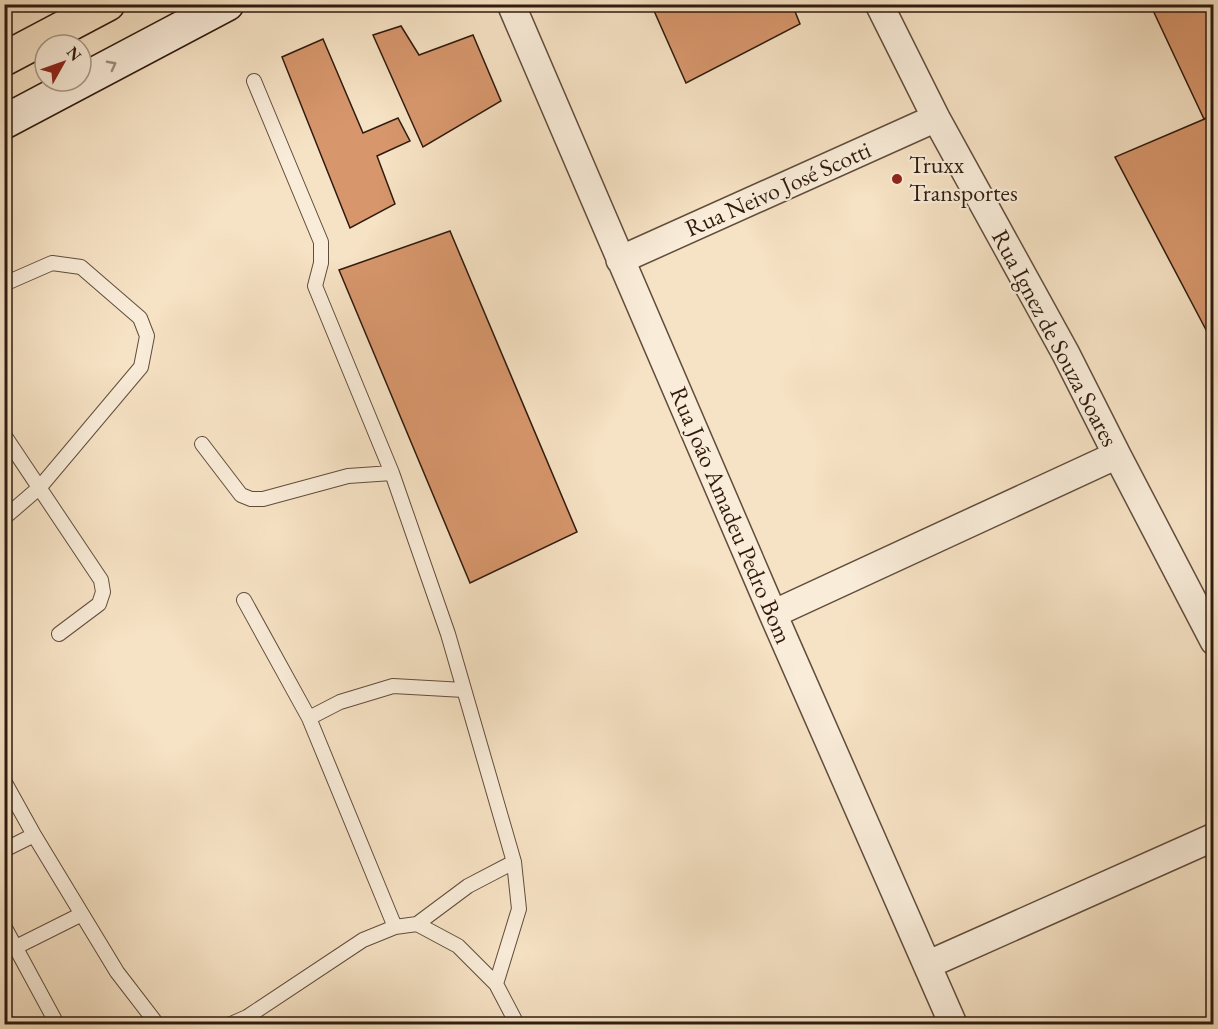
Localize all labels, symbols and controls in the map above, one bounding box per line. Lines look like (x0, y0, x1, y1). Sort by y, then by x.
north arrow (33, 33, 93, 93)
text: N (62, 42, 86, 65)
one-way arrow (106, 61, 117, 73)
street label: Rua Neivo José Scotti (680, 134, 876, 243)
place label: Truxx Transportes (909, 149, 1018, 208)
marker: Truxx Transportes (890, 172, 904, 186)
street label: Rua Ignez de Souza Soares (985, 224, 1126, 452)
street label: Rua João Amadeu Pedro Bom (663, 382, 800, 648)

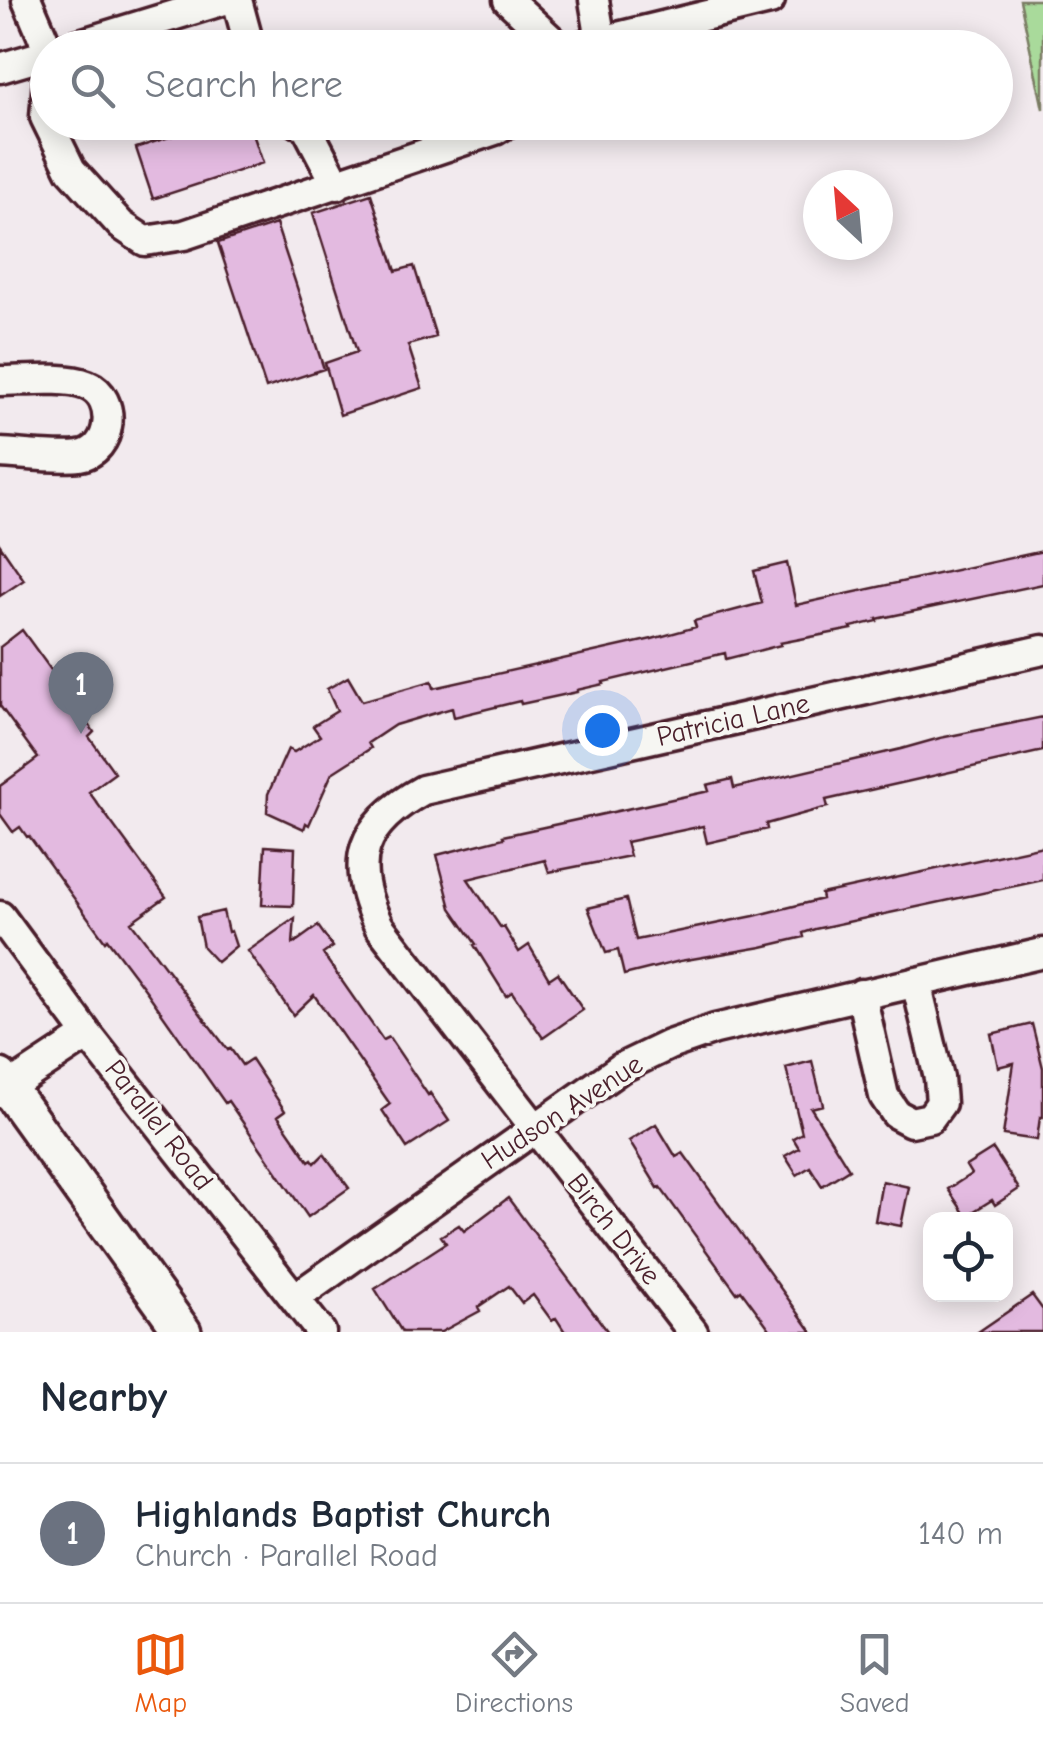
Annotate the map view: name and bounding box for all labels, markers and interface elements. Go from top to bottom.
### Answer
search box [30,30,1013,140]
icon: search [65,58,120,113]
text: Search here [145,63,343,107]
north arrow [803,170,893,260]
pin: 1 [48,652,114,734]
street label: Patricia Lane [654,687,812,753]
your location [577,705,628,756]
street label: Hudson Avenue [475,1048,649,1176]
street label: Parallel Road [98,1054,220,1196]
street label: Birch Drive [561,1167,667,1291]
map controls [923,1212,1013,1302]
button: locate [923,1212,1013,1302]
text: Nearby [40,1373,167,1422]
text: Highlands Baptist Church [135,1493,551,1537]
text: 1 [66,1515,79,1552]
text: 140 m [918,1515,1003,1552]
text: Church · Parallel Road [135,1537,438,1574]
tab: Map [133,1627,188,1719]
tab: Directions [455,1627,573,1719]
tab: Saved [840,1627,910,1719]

######

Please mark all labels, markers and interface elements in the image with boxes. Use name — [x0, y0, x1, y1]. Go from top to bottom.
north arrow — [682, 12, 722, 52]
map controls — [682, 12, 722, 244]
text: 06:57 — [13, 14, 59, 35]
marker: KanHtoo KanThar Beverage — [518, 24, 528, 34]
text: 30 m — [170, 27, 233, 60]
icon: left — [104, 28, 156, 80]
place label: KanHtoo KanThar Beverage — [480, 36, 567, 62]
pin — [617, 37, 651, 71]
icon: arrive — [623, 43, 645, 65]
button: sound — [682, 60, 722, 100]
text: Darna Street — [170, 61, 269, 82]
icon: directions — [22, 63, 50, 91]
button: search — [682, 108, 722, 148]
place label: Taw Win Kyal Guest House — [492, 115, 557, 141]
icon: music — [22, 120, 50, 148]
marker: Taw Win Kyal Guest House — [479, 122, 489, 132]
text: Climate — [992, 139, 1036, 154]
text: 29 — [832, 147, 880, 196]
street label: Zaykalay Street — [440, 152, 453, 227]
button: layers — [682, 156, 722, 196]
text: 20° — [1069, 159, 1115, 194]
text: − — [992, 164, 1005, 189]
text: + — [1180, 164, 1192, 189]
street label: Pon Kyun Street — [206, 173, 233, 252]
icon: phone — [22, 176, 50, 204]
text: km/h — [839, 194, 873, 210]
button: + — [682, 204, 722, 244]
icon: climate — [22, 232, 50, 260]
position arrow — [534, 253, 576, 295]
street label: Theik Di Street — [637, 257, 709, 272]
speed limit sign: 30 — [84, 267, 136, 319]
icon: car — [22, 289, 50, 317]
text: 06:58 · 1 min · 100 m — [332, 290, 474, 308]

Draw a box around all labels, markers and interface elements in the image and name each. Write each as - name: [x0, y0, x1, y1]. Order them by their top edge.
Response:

######

* [Work instructions]
In the listing above, find the line containing "Localize all labels, symbols". Output it and every line after it up to and including the line containing "Annotate the map", exactly, but skip the pictures.

* [Finished exercise]
Localize all labels, symbols and controls in the map above, one bounding box per line. Lines look like (x0, y0, x1, y1). Sort by y, then by x.
north arrow (33, 33, 93, 93)
text: N (62, 42, 86, 65)
one-way arrow (106, 61, 117, 73)
street label: Rua Neivo José Scotti (680, 134, 876, 243)
place label: Truxx Transportes (909, 149, 1018, 208)
marker: Truxx Transportes (890, 172, 904, 186)
street label: Rua Ignez de Souza Soares (985, 224, 1126, 452)
street label: Rua João Amadeu Pedro Bom (663, 382, 800, 648)

Annotate the map view: name and bounding box for all labels, markers and interface elements. Go from top to bottom.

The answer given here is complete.